4. Technique Selection Trade-offs

Figure 3: Trade-offs of the 5 techniques
TechniqueHallucination reductionExtra costUse case
RAG groundingHighLow (retrieval overhead)All private / time-sensitive QA
Citation & provenanceMedium (verifiability)LowScenarios needing user trust
Self-consistencyMedium-highHigh (n× tokens)Low-freq high-value reasoning
Confidence abstainMedium (backstop)LowError-prone, high-risk domains
Structured validationMedium (format safety)LowAll production interfaces

My practical conclusion: 90% of production hallucination problems are solved by the RAG grounding + structured output + citation trio; the remaining 10% of high-risk decisions add self-consistency and confidence abstention.

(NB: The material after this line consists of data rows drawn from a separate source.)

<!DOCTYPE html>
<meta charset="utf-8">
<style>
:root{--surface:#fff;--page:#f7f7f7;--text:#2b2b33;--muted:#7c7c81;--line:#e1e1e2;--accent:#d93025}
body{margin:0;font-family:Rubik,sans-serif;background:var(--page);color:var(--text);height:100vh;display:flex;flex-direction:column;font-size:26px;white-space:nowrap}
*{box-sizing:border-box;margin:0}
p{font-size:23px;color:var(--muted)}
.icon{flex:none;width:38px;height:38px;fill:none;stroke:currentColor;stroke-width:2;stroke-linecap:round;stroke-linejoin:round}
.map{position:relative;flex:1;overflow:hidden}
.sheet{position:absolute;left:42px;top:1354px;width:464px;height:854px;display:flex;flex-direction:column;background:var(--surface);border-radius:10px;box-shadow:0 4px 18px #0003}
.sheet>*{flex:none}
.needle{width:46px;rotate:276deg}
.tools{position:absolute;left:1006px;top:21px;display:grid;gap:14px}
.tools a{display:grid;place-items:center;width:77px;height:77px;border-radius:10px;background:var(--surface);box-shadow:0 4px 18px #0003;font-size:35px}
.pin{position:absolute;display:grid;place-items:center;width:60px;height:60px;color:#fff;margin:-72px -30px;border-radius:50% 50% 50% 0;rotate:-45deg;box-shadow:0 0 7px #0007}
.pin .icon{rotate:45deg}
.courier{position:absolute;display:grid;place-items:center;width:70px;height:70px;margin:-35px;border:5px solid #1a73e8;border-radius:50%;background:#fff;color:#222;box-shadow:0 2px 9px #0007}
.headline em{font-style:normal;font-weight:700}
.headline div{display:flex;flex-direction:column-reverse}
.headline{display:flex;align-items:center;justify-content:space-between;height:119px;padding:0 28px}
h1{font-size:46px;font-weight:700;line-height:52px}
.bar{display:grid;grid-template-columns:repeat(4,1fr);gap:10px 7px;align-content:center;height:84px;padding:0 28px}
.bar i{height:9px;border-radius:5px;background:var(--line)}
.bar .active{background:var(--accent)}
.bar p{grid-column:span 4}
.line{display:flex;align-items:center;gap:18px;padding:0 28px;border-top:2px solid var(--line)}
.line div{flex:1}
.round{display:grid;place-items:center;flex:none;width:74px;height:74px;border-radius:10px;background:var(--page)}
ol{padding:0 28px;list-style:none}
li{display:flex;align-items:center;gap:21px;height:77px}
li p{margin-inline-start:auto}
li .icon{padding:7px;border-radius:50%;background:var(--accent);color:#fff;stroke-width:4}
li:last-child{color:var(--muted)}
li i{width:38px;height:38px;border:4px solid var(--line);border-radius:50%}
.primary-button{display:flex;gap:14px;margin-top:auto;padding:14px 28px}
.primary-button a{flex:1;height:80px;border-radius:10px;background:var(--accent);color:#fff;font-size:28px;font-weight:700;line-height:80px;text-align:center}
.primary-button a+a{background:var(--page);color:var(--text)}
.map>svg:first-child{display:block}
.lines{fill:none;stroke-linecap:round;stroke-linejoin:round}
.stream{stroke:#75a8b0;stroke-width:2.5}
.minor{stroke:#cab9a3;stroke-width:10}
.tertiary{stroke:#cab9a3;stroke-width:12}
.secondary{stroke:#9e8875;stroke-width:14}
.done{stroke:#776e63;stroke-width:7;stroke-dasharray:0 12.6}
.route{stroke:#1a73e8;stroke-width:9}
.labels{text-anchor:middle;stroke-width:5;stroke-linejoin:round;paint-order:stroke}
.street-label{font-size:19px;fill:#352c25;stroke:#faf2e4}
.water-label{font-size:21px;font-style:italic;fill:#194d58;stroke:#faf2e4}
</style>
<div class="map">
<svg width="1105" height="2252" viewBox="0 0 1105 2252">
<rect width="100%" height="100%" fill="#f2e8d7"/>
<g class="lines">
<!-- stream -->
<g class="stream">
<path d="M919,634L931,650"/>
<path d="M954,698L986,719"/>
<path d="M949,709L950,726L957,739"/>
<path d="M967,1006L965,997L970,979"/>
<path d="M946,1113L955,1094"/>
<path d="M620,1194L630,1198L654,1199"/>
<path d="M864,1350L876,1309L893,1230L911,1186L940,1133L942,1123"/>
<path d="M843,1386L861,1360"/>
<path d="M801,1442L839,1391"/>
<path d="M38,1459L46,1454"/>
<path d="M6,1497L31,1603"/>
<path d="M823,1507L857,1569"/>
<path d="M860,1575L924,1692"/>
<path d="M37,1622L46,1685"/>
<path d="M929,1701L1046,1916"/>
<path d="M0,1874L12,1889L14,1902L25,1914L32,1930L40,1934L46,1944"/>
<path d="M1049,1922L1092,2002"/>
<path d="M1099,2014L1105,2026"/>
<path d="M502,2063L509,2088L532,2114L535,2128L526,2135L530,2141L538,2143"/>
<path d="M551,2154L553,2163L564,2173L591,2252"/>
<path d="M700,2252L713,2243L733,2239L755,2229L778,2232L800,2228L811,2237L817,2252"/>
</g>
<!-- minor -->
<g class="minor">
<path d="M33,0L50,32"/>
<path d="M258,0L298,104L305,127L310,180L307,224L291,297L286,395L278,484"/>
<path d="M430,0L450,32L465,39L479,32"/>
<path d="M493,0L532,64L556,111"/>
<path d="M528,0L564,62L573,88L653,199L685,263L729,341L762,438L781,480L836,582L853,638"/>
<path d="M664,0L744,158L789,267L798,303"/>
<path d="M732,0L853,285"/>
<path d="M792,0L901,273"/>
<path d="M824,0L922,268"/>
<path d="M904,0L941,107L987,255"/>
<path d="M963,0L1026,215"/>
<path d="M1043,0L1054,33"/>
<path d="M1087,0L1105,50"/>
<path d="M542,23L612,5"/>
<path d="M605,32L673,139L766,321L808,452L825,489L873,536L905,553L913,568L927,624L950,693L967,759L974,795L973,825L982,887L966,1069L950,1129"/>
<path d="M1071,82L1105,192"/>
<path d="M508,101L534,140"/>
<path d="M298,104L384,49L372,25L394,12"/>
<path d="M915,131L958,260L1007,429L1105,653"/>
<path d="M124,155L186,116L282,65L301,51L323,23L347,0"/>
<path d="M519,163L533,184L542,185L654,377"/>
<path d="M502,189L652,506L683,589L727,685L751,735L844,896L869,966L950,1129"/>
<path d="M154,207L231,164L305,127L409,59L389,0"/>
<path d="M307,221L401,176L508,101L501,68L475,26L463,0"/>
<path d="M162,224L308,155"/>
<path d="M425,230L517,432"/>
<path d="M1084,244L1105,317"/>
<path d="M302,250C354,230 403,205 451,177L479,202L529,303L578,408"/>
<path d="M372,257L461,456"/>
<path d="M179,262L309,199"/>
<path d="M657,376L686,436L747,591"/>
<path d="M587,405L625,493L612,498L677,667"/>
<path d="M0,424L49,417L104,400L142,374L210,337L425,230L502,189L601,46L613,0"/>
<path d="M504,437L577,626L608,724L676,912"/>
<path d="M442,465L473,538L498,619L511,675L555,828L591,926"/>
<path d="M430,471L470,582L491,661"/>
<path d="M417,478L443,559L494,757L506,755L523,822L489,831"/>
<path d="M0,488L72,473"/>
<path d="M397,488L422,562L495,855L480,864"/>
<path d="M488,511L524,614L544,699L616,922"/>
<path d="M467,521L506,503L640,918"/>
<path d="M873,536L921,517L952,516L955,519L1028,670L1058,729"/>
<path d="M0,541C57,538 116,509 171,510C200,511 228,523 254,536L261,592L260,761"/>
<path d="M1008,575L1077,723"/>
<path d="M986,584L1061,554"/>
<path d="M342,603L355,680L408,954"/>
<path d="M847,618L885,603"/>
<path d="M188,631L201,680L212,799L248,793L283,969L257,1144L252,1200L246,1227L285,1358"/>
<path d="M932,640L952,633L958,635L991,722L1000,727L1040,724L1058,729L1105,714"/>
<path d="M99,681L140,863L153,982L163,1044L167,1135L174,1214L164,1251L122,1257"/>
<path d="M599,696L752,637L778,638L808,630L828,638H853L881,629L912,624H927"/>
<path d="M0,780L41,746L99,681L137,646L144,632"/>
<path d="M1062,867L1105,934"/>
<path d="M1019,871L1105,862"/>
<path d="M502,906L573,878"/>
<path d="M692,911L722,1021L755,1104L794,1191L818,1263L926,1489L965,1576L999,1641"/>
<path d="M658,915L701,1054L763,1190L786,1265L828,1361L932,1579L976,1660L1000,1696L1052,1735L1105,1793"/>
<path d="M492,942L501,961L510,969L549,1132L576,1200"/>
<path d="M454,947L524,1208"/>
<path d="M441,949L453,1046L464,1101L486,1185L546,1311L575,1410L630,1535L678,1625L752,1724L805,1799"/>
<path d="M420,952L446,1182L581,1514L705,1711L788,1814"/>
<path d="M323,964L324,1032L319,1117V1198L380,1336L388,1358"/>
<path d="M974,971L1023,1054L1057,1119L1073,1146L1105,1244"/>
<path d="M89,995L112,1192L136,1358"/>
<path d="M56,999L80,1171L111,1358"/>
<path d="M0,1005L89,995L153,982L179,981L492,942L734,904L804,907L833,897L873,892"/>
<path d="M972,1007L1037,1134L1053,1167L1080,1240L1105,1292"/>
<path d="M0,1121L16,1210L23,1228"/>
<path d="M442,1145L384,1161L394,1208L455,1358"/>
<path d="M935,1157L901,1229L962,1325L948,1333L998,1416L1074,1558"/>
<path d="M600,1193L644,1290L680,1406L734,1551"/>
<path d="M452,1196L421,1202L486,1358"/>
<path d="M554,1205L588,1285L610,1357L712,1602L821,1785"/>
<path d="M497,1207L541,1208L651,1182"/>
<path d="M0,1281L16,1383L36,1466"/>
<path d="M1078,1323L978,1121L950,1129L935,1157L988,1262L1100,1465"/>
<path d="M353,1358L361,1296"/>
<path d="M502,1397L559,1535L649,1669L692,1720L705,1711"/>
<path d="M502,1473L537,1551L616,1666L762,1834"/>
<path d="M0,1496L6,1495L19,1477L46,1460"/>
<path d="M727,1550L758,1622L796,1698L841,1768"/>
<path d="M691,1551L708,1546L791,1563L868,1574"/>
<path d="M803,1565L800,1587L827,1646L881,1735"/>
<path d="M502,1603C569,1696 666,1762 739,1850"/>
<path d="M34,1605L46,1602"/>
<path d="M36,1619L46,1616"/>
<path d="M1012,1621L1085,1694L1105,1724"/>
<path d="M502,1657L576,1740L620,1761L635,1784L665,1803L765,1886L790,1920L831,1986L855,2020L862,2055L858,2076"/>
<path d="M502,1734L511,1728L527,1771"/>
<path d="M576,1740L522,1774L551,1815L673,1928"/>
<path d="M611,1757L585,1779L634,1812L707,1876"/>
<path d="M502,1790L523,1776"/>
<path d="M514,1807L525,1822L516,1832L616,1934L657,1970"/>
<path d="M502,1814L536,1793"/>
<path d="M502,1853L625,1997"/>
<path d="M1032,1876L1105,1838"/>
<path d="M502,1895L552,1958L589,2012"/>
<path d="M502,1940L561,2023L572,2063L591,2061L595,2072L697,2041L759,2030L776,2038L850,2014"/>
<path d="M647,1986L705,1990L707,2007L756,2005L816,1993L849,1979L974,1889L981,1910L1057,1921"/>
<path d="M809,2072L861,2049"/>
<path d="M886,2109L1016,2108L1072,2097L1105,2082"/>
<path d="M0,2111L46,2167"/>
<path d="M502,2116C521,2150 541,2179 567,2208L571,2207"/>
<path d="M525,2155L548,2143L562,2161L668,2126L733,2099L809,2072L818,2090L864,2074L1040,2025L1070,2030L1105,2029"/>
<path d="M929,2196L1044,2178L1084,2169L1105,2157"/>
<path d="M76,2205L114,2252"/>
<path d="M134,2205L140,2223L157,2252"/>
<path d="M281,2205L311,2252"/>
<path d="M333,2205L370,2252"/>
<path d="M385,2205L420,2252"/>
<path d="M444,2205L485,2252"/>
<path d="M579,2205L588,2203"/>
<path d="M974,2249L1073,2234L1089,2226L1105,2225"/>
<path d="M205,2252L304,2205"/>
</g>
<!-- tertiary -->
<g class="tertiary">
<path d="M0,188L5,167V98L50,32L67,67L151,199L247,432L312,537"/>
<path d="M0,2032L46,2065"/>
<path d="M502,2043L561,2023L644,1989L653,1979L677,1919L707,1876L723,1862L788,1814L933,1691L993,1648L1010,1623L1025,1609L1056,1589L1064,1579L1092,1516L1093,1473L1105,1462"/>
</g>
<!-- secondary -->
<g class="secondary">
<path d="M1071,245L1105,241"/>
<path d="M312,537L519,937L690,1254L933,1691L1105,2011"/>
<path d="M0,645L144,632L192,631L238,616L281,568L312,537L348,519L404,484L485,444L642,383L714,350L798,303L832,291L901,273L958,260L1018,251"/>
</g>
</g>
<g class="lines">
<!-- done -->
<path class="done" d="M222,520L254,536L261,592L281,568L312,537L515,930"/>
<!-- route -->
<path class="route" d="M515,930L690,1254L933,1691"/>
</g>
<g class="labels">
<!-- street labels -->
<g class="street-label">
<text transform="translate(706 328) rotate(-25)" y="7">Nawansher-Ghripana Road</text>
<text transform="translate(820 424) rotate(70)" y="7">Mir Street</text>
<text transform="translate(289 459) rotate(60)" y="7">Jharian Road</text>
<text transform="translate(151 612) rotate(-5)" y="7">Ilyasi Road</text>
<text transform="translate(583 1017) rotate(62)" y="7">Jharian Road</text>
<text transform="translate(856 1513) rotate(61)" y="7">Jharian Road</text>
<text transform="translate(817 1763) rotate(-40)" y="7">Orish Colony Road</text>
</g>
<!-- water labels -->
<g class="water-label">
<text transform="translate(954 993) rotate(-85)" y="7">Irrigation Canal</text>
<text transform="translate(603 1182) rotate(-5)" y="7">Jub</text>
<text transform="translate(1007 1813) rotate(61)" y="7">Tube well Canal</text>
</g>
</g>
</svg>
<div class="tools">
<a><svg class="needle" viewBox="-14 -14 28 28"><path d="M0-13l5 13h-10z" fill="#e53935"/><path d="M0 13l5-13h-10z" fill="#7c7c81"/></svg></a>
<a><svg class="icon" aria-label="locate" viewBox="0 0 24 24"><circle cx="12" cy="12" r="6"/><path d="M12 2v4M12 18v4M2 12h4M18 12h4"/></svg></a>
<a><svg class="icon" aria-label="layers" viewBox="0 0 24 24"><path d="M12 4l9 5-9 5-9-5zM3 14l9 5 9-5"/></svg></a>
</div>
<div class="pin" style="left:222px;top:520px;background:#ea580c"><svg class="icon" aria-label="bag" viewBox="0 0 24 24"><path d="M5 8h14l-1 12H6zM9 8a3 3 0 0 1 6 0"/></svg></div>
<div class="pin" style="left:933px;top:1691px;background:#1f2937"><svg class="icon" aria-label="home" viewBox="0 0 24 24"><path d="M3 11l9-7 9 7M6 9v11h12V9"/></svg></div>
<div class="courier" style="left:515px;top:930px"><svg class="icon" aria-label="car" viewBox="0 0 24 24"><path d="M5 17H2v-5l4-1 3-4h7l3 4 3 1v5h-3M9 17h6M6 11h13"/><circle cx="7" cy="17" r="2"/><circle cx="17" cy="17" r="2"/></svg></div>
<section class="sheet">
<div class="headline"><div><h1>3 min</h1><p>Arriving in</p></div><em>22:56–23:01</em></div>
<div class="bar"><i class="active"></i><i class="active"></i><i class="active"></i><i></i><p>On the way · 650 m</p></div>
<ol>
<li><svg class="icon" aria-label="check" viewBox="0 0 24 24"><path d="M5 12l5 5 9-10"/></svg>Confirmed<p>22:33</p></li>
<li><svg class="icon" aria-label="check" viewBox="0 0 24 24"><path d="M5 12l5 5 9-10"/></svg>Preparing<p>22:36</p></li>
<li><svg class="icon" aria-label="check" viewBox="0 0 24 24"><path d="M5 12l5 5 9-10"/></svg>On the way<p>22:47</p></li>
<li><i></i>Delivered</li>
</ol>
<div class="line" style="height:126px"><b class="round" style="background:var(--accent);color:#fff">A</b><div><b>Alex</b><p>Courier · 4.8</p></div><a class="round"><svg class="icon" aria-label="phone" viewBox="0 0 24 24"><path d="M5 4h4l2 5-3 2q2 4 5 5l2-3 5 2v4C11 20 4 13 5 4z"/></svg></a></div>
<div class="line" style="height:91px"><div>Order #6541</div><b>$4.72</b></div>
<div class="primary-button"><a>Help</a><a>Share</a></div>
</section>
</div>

5. A Complete Production Pipeline

String the techniques together — an anti-hallucination QA pipeline looks like this:

Figure 4: Anti-hallucination production pipeline

Summary

  • Capability boundary: LLMs excel at language and fuzzy intent, but struggle with precise computation, rigorous multi-step logic, and real-time / private facts. Let tools do the deterministic work; the LLM is the coordinator.
  • Root causes: parametric-memory smoothing, guess-filling on knowledge gaps, and context distortion — all byproducts of probabilistic generation.
  • Governance: RAG grounding (anchor to evidence), citations (verifiability), self-consistency (voting), confidence abstention (backstop), structured validation (enforced format).
  • Rollout priority: start with the RAG grounding + structured + citation trio; layer on confidence and self-check only for high-risk scenarios.

Hallucinations can never be 100% eliminated, but engineering governance can bring them from “unacceptable” down to “controlled and accountable” — that is the real bar for production-grade LLM applications.